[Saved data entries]
BEGIN
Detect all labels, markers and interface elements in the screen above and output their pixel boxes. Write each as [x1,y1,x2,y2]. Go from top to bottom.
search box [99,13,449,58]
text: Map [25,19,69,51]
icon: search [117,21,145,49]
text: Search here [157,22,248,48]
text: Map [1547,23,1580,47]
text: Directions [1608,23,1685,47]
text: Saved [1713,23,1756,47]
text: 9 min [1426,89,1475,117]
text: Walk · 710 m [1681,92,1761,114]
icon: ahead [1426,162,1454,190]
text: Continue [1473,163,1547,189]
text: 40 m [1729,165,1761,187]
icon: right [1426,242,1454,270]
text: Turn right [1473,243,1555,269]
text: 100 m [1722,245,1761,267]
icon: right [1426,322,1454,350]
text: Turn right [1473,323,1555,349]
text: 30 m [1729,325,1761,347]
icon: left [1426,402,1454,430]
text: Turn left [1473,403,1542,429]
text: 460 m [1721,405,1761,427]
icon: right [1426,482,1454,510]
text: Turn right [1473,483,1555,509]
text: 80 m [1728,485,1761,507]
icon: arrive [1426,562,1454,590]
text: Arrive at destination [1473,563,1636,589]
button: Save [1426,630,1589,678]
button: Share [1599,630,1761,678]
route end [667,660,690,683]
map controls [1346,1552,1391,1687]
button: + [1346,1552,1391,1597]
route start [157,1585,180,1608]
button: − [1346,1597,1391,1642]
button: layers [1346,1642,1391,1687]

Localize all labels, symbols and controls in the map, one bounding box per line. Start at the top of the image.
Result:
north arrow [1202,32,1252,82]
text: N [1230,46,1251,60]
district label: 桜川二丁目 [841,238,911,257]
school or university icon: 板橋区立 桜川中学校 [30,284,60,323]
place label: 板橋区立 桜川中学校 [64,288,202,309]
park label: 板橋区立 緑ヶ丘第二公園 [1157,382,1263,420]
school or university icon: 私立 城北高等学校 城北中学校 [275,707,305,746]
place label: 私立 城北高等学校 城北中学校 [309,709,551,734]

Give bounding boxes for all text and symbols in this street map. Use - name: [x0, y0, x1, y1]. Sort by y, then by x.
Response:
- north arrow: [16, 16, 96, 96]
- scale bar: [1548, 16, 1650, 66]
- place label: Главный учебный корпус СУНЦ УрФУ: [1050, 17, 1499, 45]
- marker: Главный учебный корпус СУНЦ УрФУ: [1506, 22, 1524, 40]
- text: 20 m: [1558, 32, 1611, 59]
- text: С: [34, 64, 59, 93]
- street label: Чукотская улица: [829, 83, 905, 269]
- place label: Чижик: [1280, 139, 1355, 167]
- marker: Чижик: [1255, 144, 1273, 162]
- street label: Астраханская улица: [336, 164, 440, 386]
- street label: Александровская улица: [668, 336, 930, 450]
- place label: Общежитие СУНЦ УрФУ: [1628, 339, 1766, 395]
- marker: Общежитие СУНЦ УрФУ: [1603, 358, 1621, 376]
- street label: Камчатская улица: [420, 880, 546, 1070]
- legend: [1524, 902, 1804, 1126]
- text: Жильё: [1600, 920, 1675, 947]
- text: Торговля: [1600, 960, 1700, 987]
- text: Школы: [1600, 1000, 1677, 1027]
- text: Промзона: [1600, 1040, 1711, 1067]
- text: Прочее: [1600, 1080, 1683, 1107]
END
Line by line, retype all of the records exactly.

Detect all labels, markers and interface elements in the screen above and output their pixel boxes. Write each as [x1,y1,x2,y2]. Go from top to bottom.
search box [99,13,449,58]
text: Map [25,19,69,51]
icon: search [117,21,145,49]
text: Search here [157,22,248,48]
text: Map [1547,23,1580,47]
text: Directions [1608,23,1685,47]
text: Saved [1713,23,1756,47]
text: 9 min [1426,89,1475,117]
text: Walk · 710 m [1681,92,1761,114]
icon: ahead [1426,162,1454,190]
text: Continue [1473,163,1547,189]
text: 40 m [1729,165,1761,187]
icon: right [1426,242,1454,270]
text: Turn right [1473,243,1555,269]
text: 100 m [1722,245,1761,267]
icon: right [1426,322,1454,350]
text: Turn right [1473,323,1555,349]
text: 30 m [1729,325,1761,347]
icon: left [1426,402,1454,430]
text: Turn left [1473,403,1542,429]
text: 460 m [1721,405,1761,427]
icon: right [1426,482,1454,510]
text: Turn right [1473,483,1555,509]
text: 80 m [1728,485,1761,507]
icon: arrive [1426,562,1454,590]
text: Arrive at destination [1473,563,1636,589]
button: Save [1426,630,1589,678]
button: Share [1599,630,1761,678]
route end [667,660,690,683]
map controls [1346,1552,1391,1687]
button: + [1346,1552,1391,1597]
route start [157,1585,180,1608]
button: − [1346,1597,1391,1642]
button: layers [1346,1642,1391,1687]

Localize all labels, symbols and controls in the map, one bounding box per line. Start at the top of the image.
Result:
north arrow [1202,32,1252,82]
text: N [1230,46,1251,60]
district label: 桜川二丁目 [841,238,911,257]
school or university icon: 板橋区立 桜川中学校 [30,284,60,323]
place label: 板橋区立 桜川中学校 [64,288,202,309]
park label: 板橋区立 緑ヶ丘第二公園 [1157,382,1263,420]
school or university icon: 私立 城北高等学校 城北中学校 [275,707,305,746]
place label: 私立 城北高等学校 城北中学校 [309,709,551,734]

Give bounding boxes for all text and symbols in this street map. Use - name: [x0, y0, x1, y1]. Sort by y, then by x.
Response:
- north arrow: [16, 16, 96, 96]
- scale bar: [1548, 16, 1650, 66]
- place label: Главный учебный корпус СУНЦ УрФУ: [1050, 17, 1499, 45]
- marker: Главный учебный корпус СУНЦ УрФУ: [1506, 22, 1524, 40]
- text: 20 m: [1558, 32, 1611, 59]
- text: С: [34, 64, 59, 93]
- street label: Чукотская улица: [829, 83, 905, 269]
- place label: Чижик: [1280, 139, 1355, 167]
- marker: Чижик: [1255, 144, 1273, 162]
- street label: Астраханская улица: [336, 164, 440, 386]
- street label: Александровская улица: [668, 336, 930, 450]
- place label: Общежитие СУНЦ УрФУ: [1628, 339, 1766, 395]
- marker: Общежитие СУНЦ УрФУ: [1603, 358, 1621, 376]
- street label: Камчатская улица: [420, 880, 546, 1070]
- legend: [1524, 902, 1804, 1126]
- text: Жильё: [1600, 920, 1675, 947]
- text: Торговля: [1600, 960, 1700, 987]
- text: Школы: [1600, 1000, 1677, 1027]
- text: Промзона: [1600, 1040, 1711, 1067]
- text: Прочее: [1600, 1080, 1683, 1107]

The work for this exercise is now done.